- **EXERCISE MATERIAL**:
______________________________

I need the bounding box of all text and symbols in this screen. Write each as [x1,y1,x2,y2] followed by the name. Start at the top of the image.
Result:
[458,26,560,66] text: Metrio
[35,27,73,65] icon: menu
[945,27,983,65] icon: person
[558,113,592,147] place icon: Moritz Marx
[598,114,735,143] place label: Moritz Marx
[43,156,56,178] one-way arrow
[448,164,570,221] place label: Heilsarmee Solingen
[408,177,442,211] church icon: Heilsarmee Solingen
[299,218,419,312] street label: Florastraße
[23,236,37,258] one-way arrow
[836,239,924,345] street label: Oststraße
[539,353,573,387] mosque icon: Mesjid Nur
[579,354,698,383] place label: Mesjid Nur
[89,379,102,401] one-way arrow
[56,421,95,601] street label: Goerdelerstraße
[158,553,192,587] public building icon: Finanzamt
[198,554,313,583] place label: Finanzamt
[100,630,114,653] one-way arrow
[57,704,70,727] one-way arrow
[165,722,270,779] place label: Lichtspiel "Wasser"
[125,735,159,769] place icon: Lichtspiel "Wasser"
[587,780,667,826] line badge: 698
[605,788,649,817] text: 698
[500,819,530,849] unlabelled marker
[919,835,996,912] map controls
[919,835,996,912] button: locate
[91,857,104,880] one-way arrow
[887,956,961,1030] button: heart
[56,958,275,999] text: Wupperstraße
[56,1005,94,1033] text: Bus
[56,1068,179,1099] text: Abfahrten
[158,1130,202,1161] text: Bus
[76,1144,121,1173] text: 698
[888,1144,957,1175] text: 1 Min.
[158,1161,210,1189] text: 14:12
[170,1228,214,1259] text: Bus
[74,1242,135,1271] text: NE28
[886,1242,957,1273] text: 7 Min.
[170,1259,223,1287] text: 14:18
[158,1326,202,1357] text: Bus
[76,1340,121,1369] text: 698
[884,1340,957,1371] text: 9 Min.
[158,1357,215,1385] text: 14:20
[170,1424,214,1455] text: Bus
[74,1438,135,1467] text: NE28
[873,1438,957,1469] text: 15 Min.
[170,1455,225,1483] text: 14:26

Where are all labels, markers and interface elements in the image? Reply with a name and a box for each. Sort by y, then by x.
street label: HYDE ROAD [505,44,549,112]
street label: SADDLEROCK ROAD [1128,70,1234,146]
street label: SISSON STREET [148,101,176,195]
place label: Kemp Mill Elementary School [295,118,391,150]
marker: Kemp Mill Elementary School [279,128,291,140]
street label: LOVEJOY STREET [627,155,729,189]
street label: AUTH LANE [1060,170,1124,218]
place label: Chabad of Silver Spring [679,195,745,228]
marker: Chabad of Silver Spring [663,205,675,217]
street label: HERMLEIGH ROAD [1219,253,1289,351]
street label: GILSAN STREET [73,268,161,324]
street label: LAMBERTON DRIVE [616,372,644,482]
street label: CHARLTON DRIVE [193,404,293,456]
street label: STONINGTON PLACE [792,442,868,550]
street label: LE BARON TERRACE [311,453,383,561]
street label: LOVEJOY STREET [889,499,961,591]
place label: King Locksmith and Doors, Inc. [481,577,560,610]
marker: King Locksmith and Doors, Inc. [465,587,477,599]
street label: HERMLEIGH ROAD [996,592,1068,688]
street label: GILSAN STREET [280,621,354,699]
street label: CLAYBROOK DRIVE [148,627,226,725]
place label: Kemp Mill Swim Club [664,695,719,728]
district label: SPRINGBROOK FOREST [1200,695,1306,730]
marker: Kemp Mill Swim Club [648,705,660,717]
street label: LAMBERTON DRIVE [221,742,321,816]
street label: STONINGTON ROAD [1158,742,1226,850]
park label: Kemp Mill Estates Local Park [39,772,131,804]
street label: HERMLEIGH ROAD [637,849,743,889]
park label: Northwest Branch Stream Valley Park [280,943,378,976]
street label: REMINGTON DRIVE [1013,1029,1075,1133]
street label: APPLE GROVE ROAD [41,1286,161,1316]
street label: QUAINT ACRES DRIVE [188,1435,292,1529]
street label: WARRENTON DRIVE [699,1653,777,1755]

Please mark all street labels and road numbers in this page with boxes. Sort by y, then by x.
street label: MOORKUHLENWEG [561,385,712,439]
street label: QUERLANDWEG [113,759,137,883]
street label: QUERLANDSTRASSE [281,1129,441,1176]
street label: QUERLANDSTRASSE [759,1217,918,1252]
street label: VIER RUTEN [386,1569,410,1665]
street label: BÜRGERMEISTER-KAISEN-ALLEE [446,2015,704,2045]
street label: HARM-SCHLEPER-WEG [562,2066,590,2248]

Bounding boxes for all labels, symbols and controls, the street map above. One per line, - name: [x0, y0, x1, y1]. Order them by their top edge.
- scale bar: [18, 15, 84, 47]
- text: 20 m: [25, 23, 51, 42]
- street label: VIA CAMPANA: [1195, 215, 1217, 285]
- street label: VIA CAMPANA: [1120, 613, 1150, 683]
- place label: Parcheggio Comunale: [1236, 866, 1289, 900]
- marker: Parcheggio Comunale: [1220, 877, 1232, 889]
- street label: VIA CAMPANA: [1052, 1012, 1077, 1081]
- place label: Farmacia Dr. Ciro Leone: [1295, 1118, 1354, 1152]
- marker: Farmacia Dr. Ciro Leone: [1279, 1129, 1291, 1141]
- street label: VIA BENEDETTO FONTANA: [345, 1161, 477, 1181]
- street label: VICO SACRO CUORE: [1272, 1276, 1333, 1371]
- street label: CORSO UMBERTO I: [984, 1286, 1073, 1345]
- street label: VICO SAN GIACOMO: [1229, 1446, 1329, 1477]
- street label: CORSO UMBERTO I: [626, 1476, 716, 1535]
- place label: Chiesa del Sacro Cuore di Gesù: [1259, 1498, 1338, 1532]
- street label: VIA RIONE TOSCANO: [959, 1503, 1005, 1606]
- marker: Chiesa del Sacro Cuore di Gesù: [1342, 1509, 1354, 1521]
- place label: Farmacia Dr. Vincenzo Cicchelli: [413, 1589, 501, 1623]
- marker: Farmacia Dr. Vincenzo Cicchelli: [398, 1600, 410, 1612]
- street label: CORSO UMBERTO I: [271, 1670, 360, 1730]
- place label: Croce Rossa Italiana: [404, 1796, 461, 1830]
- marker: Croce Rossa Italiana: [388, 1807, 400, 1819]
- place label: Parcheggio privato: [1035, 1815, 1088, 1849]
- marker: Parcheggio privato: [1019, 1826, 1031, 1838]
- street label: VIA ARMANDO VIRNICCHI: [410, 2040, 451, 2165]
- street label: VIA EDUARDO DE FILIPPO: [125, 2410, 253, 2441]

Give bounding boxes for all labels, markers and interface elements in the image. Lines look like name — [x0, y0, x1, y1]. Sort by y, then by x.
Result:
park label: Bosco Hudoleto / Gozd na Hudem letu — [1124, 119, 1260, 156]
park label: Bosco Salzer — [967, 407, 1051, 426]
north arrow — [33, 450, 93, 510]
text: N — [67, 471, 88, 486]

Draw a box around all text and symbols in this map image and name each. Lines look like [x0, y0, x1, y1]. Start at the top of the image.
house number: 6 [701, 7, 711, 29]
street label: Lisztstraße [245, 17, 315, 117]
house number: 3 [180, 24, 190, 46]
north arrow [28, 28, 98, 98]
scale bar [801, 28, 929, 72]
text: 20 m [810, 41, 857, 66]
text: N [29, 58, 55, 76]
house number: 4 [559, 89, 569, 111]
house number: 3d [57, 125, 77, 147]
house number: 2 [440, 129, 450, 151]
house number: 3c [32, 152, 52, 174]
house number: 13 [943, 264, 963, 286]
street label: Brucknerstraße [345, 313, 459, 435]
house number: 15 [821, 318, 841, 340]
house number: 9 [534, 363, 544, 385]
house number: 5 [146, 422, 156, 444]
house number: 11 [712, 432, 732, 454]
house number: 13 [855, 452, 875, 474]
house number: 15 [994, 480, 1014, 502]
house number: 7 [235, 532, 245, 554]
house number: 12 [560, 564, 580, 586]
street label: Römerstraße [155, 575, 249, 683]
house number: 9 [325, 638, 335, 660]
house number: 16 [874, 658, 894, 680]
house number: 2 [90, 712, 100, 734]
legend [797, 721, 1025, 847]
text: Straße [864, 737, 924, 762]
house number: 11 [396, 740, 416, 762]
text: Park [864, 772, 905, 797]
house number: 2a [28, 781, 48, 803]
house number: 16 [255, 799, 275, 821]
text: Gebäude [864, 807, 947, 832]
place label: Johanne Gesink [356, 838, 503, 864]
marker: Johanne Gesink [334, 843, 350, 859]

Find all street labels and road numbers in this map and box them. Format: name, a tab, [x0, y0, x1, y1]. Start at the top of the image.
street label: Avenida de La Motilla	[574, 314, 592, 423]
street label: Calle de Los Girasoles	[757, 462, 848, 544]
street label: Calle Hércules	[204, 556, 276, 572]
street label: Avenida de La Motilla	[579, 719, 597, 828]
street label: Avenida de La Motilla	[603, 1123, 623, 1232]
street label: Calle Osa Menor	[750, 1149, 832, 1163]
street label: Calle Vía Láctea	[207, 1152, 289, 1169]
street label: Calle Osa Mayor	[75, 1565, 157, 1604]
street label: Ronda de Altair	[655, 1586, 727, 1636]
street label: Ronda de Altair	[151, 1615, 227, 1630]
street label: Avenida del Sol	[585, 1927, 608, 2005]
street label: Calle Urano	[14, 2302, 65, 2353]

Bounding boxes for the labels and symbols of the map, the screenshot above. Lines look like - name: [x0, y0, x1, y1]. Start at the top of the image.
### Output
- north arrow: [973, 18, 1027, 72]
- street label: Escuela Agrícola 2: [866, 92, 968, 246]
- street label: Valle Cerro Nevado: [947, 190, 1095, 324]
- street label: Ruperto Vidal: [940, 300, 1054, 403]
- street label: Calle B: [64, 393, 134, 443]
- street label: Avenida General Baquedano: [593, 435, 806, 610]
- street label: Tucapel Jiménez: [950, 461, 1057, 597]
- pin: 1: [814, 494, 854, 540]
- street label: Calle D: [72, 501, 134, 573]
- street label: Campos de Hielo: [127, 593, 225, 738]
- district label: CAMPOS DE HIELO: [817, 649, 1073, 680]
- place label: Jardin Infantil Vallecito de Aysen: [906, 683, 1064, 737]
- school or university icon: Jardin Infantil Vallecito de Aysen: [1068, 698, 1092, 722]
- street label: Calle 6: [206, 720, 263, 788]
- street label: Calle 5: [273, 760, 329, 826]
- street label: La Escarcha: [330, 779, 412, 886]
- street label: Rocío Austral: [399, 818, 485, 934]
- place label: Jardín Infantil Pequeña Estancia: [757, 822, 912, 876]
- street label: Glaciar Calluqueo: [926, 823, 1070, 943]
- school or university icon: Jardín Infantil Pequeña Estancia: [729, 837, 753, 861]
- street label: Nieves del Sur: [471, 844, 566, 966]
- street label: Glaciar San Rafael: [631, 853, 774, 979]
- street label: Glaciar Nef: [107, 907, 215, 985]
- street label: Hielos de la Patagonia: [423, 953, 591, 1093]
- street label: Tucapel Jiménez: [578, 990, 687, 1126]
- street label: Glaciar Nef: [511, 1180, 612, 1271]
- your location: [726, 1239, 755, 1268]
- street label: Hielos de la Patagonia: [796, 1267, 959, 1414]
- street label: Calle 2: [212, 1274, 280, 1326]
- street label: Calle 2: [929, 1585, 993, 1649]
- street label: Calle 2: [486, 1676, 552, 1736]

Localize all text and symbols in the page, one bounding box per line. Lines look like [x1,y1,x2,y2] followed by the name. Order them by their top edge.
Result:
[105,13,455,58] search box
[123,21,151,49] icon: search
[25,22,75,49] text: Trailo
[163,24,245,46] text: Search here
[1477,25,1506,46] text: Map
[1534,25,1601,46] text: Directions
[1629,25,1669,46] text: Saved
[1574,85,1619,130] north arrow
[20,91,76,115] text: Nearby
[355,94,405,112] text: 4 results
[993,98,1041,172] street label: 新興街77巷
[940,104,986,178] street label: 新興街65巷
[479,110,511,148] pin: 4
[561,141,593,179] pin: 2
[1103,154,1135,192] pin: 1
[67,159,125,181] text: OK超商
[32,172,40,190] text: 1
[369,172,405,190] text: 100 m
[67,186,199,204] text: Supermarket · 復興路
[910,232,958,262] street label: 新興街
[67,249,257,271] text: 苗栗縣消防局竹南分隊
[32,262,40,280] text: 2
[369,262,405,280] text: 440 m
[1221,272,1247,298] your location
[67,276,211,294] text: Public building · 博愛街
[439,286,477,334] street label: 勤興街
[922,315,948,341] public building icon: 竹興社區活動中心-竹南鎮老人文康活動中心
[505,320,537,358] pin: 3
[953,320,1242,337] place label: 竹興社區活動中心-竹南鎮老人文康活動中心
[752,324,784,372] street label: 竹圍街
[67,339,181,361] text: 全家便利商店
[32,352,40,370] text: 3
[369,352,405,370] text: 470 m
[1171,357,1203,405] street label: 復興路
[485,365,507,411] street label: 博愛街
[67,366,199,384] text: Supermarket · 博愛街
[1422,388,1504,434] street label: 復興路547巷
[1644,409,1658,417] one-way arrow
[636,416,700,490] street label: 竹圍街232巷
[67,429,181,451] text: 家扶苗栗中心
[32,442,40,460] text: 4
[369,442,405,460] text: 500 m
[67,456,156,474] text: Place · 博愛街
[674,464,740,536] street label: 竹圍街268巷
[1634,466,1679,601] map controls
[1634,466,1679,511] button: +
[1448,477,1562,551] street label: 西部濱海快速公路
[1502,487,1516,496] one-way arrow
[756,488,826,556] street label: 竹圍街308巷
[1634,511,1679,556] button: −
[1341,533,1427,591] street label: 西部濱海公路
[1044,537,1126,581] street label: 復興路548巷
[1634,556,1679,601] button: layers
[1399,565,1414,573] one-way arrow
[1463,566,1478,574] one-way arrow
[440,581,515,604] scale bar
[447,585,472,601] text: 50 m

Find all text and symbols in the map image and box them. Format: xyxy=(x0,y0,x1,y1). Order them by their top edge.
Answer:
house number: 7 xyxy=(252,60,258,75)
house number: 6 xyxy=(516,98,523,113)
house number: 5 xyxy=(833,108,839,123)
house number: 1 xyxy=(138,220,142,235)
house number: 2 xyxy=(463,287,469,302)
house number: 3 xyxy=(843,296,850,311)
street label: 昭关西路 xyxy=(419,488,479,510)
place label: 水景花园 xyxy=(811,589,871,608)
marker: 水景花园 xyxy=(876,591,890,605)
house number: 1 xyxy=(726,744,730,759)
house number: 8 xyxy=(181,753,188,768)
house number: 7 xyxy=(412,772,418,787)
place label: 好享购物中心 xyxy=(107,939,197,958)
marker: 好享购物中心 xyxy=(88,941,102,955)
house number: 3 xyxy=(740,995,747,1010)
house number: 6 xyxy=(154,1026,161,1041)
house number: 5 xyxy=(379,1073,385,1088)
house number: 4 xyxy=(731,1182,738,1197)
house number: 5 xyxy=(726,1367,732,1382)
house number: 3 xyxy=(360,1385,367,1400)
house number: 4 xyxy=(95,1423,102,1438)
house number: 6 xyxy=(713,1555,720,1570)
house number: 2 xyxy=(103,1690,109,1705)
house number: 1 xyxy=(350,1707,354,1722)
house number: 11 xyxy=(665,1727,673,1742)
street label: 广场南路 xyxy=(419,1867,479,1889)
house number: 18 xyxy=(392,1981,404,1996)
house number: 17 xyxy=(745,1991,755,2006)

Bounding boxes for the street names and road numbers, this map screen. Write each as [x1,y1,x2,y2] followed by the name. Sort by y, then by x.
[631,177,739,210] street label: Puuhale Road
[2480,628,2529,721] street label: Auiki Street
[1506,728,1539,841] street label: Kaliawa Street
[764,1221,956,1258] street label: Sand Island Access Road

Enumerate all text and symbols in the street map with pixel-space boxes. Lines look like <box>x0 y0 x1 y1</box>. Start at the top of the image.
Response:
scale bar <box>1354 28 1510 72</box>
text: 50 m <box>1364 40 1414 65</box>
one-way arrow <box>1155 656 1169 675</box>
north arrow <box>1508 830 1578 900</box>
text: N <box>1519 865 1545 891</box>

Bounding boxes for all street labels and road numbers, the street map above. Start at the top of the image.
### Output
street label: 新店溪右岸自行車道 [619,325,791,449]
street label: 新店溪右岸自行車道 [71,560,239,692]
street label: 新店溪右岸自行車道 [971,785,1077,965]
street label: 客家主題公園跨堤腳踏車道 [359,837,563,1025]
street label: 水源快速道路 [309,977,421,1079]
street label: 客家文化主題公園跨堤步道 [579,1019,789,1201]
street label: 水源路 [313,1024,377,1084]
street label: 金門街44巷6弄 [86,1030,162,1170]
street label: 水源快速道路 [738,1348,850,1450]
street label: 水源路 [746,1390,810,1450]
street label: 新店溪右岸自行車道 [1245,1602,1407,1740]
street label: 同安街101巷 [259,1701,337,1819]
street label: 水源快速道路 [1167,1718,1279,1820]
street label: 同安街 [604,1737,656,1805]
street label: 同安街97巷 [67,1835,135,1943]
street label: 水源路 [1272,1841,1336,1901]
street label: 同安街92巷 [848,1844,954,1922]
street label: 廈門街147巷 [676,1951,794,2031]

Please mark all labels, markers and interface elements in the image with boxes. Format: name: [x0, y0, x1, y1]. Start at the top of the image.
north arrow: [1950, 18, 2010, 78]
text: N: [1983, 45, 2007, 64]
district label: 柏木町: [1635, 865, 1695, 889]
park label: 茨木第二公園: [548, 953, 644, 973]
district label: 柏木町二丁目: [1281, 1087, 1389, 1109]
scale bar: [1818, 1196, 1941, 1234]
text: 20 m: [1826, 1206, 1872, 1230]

______________________________

- **EXERCISE DESCRIPTION**:
Your answer should hold every line of the entries that contains the string "Order".

- **RESULT OF THE TASK**:
Bounding boxes for all labels, symbols and controls, the street map above. One per line, - name: [x0, y0, x1, y1]. Order them by their top edge.
Localize all text and symbols in the page, one bounding box per line. Lines look like [x1,y1,x2,y2] followed by the name. Order them by their top edge.
Find all text and symbols in the map image and box them. Format: xyxy=(x0,y0,x1,y1). Order them by their top edge.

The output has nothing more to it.